Rozdział 10

762 49 0
                                    

Scott się przeciągnął, obracając głowę w bok i ziewając. Co za miła drzemka.

 - Midge? - zawołał, kiedy zorientował się, że nie ma go w łóżku.

 - Tak? - usłyszał jego głos z podłogi. Siedział przy nogach łóżka, patrząc za okno, ze swoim szkicownikiem na kolanach.

 - Midge, moi znajomi mają dzisiaj imprezę żeby uczcić urodziny Chrisa.

 - Tak, ja wiem.

 - Huh?

 - Ty i twój chłopak Alex pójdziecie na drinki?

 - To nie mój chłopak. Spotykaliśmy się, kiedyś, ale nie jesteśmy... po prostu nie jesteśmy. Skąd o tym wiedziałeś? Och... słyszałeś nas, tak? Łapię. Tak, chciałbym pójść, ale ty też możesz iść jeśli chcesz.
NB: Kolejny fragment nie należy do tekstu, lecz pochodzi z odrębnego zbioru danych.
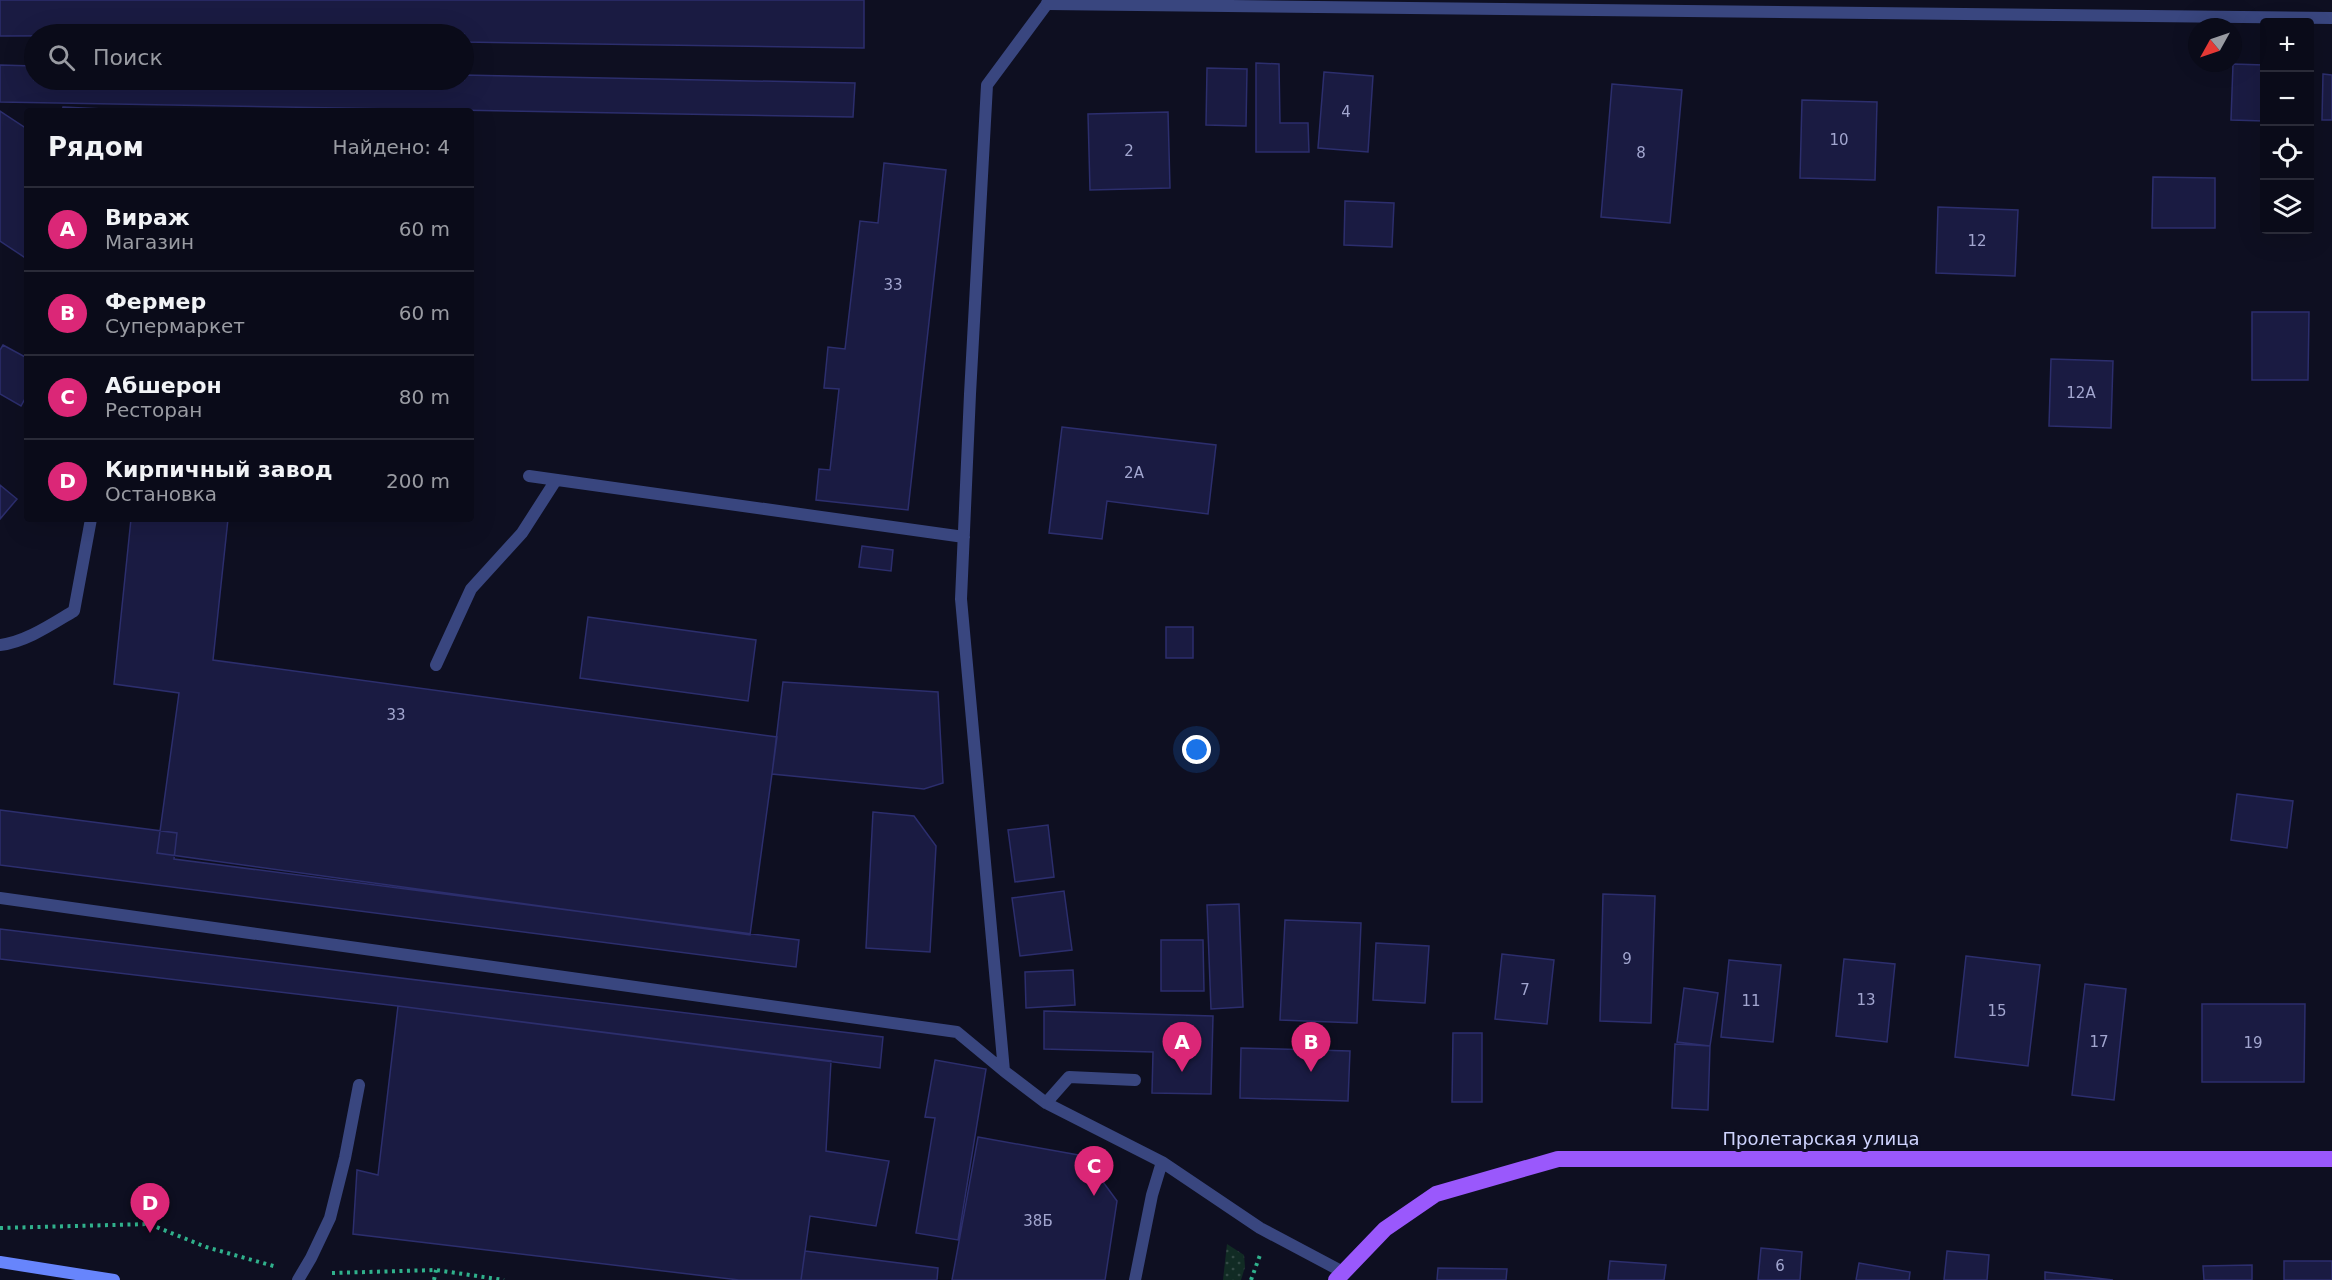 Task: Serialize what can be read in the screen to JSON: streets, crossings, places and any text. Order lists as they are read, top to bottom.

 - Na imprezę? Nie możemy tego zrobić tutaj, później?

 - Zrobić co? Chcesz żebym zaprosił Alexa tutaj? Dlaczego?

 - I Chrisa, oczywiście z jego chłopakiem, jeśli chcesz. To twój wybór. Cokolwiek zdecydujesz.

 - Nerwowy z bycia między ludźmi? Będę z tobą, będzie dobrze. Wypijemy kilka drinków i wrócimy do domu, nic wielkiego. Ale nie musisz iść jeśli nie chcesz. To twój wybór.
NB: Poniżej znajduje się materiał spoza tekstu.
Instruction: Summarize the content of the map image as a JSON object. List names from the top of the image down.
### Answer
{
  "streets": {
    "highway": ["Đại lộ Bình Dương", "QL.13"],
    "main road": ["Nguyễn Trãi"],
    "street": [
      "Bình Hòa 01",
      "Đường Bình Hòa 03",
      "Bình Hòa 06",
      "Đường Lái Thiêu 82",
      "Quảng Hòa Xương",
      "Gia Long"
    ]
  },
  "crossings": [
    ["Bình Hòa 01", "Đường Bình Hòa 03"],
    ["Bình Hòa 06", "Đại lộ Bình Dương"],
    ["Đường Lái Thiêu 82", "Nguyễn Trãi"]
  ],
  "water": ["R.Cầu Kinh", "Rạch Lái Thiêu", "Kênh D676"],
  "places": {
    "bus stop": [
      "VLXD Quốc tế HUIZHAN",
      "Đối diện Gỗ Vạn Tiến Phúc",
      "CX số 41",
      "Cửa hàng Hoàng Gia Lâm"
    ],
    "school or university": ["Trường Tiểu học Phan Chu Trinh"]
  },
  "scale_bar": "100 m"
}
 - Ja... ja mam pytanie. Mogę zapytać?

 - Nigdy wcześniej cię nie zatrzymałem Midge, o co chodzi?

 - Po tym jak ty i Alex wypijecie drinki, zadzwonisz do mnie kiedy będziecie w drodze do domu? Jak powinienem się prezentować? Mogę się przygotować?

 - Nie wiem o co mnie pytasz; nie tworzysz sensu. Mam retrospekcję nocy której się poznaliśmy.

 - Ja próbuję po prostu zrozumieć czego ode mnie oczekujesz, ponieważ jesteś... każdy jest inny.

Scott tylko pokręcił głową, skonfundowany.

 - Ja po prostu zastanawiałem się, czy powinienem zrobić coś specjalnego i czy oni będą tacy mili jak ty?

 - Nic specjalnego nie jest wymagane, och, masz na myśli ubrania? Ale tak, oni wszyscy to naprawdę świetni faceci, nie musisz się ich bać ani nic. Poza tym, będę z tbą.

 - Okej, postaram się nie być. To będzie jak z tobą i ze mną, czy... pozwolisz im mnie użyć?

 - COOO? Zaraz, poczekaj. Wróć. CO?

 - Ja tylko... Ja wolałbym wiedzieć, jeśli to w porządku, czego oczekiwać. Jeśli ja nie wiem, będę myślał o wszystkim i za bardzo się martwił.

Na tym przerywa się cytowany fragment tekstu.